Stored items

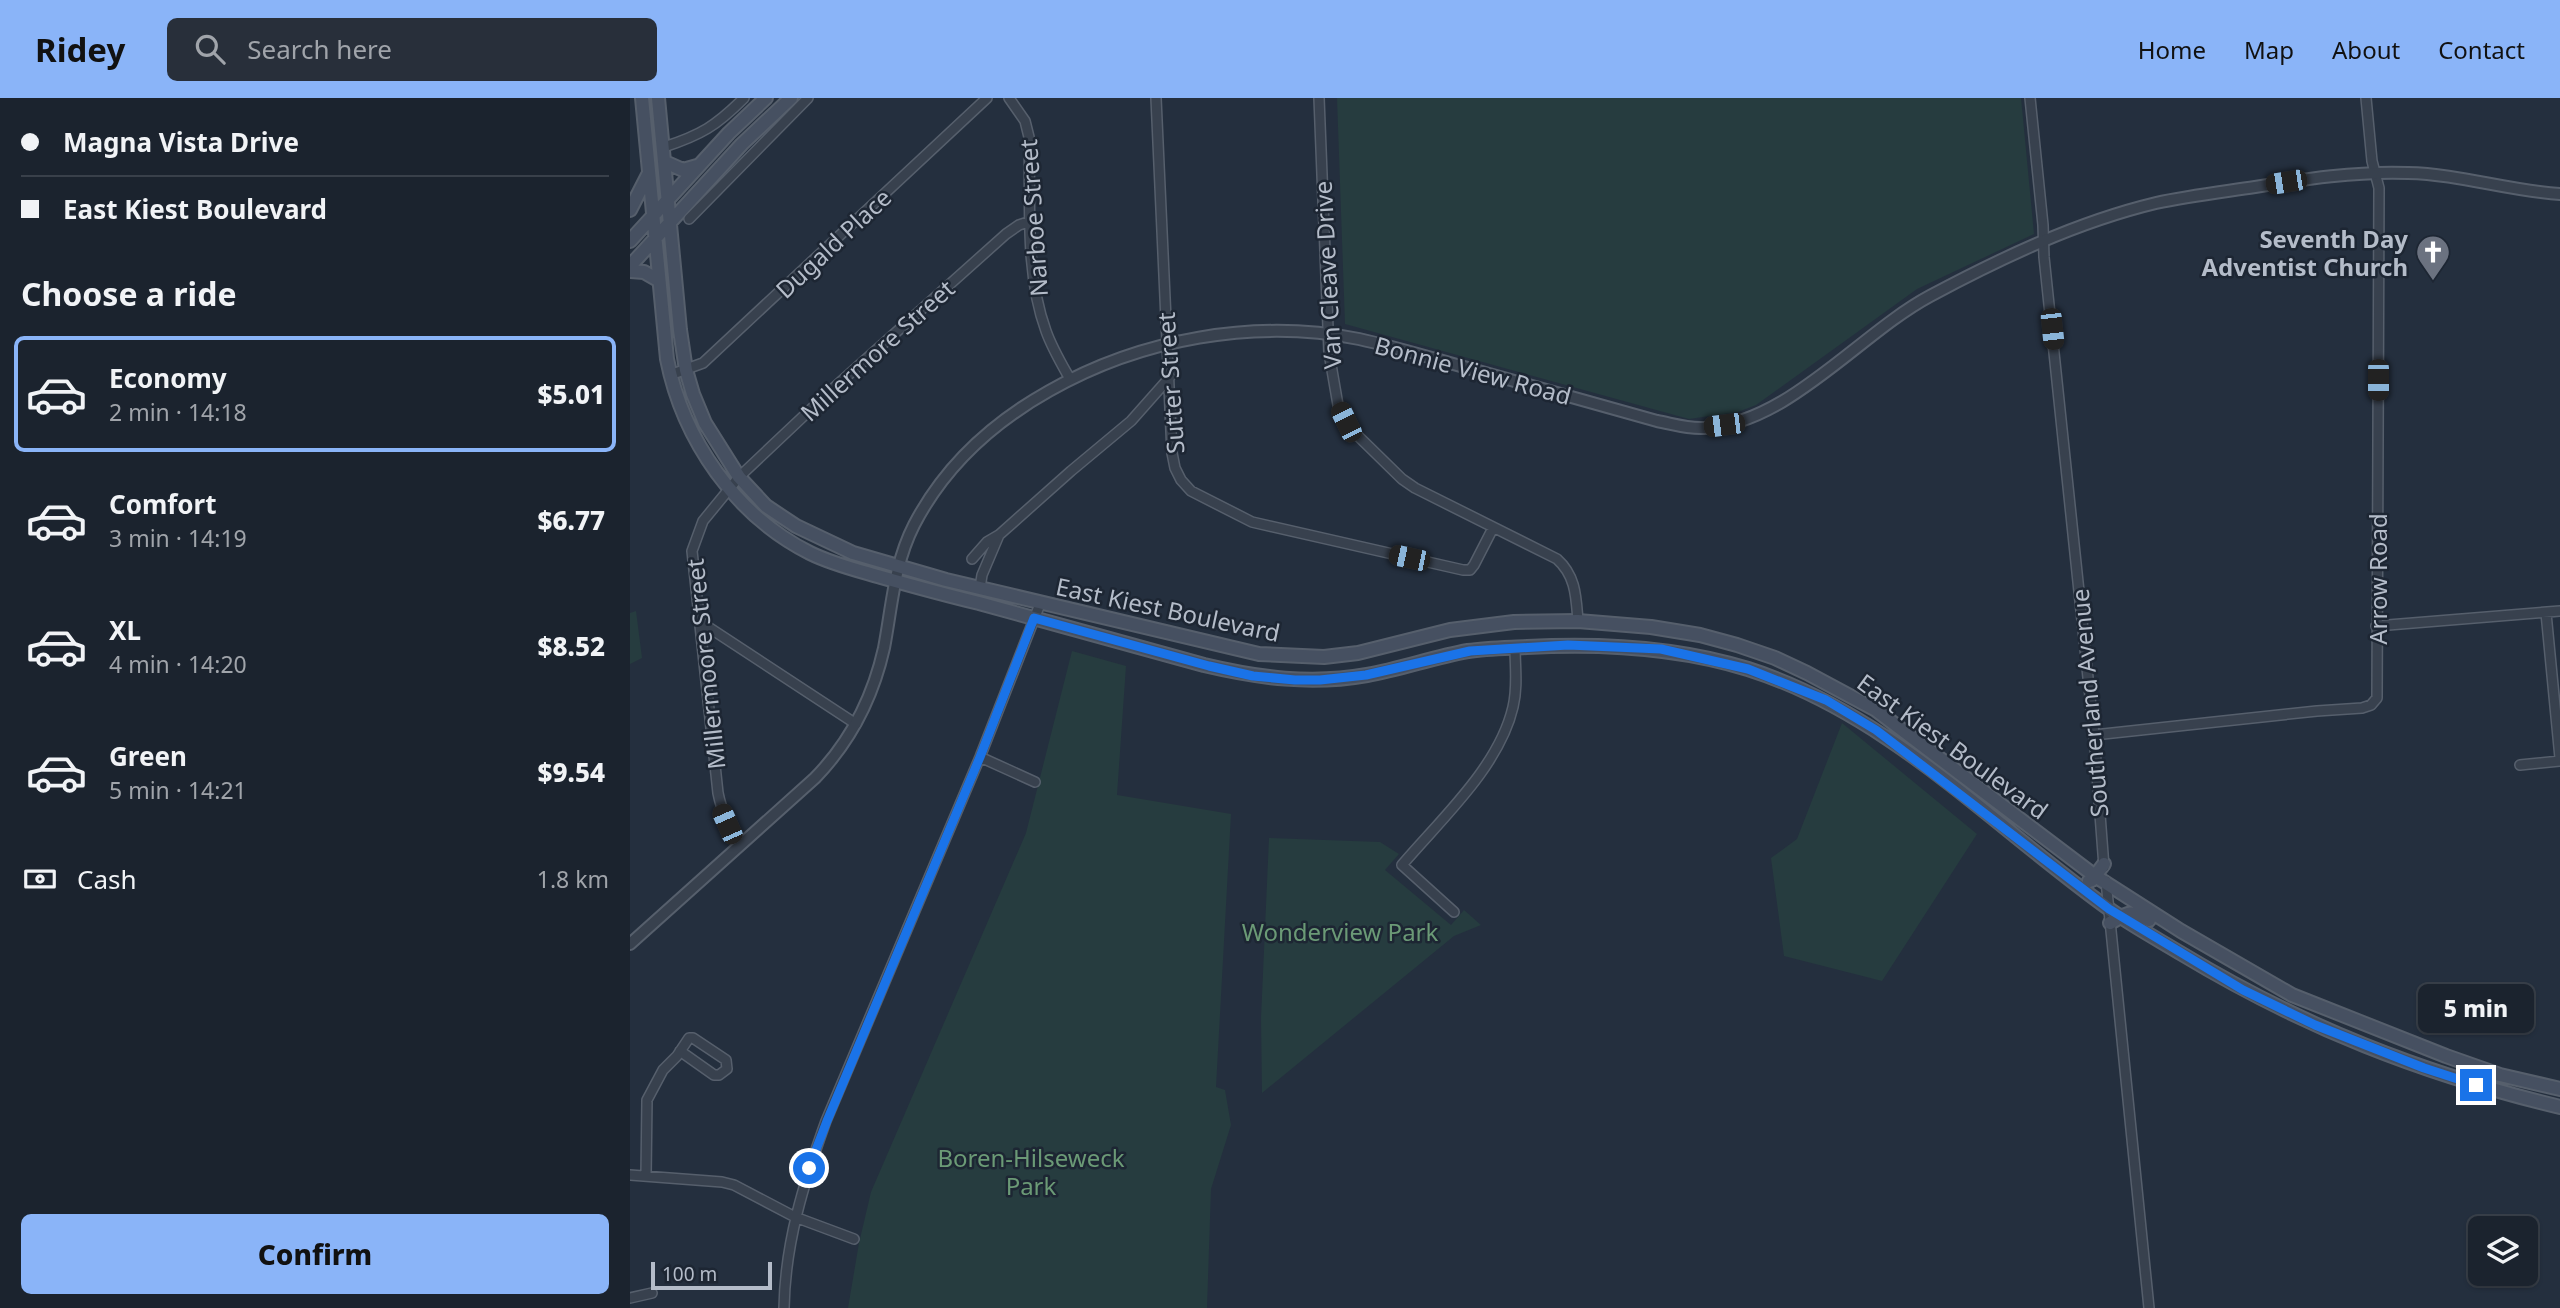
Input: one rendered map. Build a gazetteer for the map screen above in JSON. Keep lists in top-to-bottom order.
{
  "streets": {
    "main road": ["East Kiest Boulevard"],
    "street": [
      "Narboe Street",
      "Dugald Place",
      "Van Cleave Drive",
      "Millermore Street",
      "Bonnie View Road",
      "Sutter Street",
      "Arrow Road",
      "Millermoore Street",
      "Southerland Avenue"
    ]
  },
  "crossings": [
    ["Narboe Street", "Millermore Street"],
    ["Narboe Street", "Bonnie View Road"],
    ["Dugald Place", "East Kiest Boulevard"],
    ["Van Cleave Drive", "Bonnie View Road"],
    ["Van Cleave Drive", "Sutter Street"],
    ["Van Cleave Drive", "East Kiest Boulevard"],
    ["Millermore Street", "East Kiest Boulevard"],
    ["Millermore Street", "Millermoore Street"],
    ["Bonnie View Road", "Sutter Street"],
    ["Bonnie View Road", "Arrow Road"],
    ["Bonnie View Road", "East Kiest Boulevard"],
    ["Bonnie View Road", "Millermoore Street"],
    ["Bonnie View Road", "Southerland Avenue"],
    ["Arrow Road", "Southerland Avenue"],
    ["East Kiest Boulevard", "Millermoore Street"]
  ],
  "parks": ["Wonderview Park", "Boren-Hilseweck Park"],
  "places": {
    "church": ["Seventh Day Adventist Church"]
  },
  "scale_bar": "100 m",
  "page": {
    "header": "Ridey",
    "search": "Search here",
    "nav": [
      "Home",
      "Map",
      "About",
      "Contact"
    ],
    "banner": ["Magna Vista Drive", "East Kiest Boulevard"],
    "heading": "Choose a ride",
    "list": [
      {
        "name": "Economy",
        "note": "2 min · 14:18",
        "value": "$5.01"
      },
      {
        "name": "Comfort",
        "note": "3 min · 14:19",
        "value": "$6.77"
      },
      {
        "name": "XL",
        "note": "4 min · 14:20",
        "value": "$8.52"
      },
      {
        "name": "Green",
        "note": "5 min · 14:21",
        "value": "$9.54"
      }
    ],
    "pay": ["Cash", "1.8 km"],
    "bubble": "5 min",
    "buttons": "Confirm",
    "scale": "100 m"
  }
}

[Exercise goal]
The copy you give must repeat each record character for character, but it must not include the pictures.

[Response area]
Input: one rendered map. Build a gazetteer for the map screen above in JSON. Keep lists in top-to-bottom order.
{
  "streets": {
    "main road": ["East Kiest Boulevard"],
    "street": [
      "Narboe Street",
      "Dugald Place",
      "Van Cleave Drive",
      "Millermore Street",
      "Bonnie View Road",
      "Sutter Street",
      "Arrow Road",
      "Millermoore Street",
      "Southerland Avenue"
    ]
  },
  "crossings": [
    ["Narboe Street", "Millermore Street"],
    ["Narboe Street", "Bonnie View Road"],
    ["Dugald Place", "East Kiest Boulevard"],
    ["Van Cleave Drive", "Bonnie View Road"],
    ["Van Cleave Drive", "Sutter Street"],
    ["Van Cleave Drive", "East Kiest Boulevard"],
    ["Millermore Street", "East Kiest Boulevard"],
    ["Millermore Street", "Millermoore Street"],
    ["Bonnie View Road", "Sutter Street"],
    ["Bonnie View Road", "Arrow Road"],
    ["Bonnie View Road", "East Kiest Boulevard"],
    ["Bonnie View Road", "Millermoore Street"],
    ["Bonnie View Road", "Southerland Avenue"],
    ["Arrow Road", "Southerland Avenue"],
    ["East Kiest Boulevard", "Millermoore Street"]
  ],
  "parks": ["Wonderview Park", "Boren-Hilseweck Park"],
  "places": {
    "church": ["Seventh Day Adventist Church"]
  },
  "scale_bar": "100 m",
  "page": {
    "header": "Ridey",
    "search": "Search here",
    "nav": [
      "Home",
      "Map",
      "About",
      "Contact"
    ],
    "banner": ["Magna Vista Drive", "East Kiest Boulevard"],
    "heading": "Choose a ride",
    "list": [
      {
        "name": "Economy",
        "note": "2 min · 14:18",
        "value": "$5.01"
      },
      {
        "name": "Comfort",
        "note": "3 min · 14:19",
        "value": "$6.77"
      },
      {
        "name": "XL",
        "note": "4 min · 14:20",
        "value": "$8.52"
      },
      {
        "name": "Green",
        "note": "5 min · 14:21",
        "value": "$9.54"
      }
    ],
    "pay": ["Cash", "1.8 km"],
    "bubble": "5 min",
    "buttons": "Confirm",
    "scale": "100 m"
  }
}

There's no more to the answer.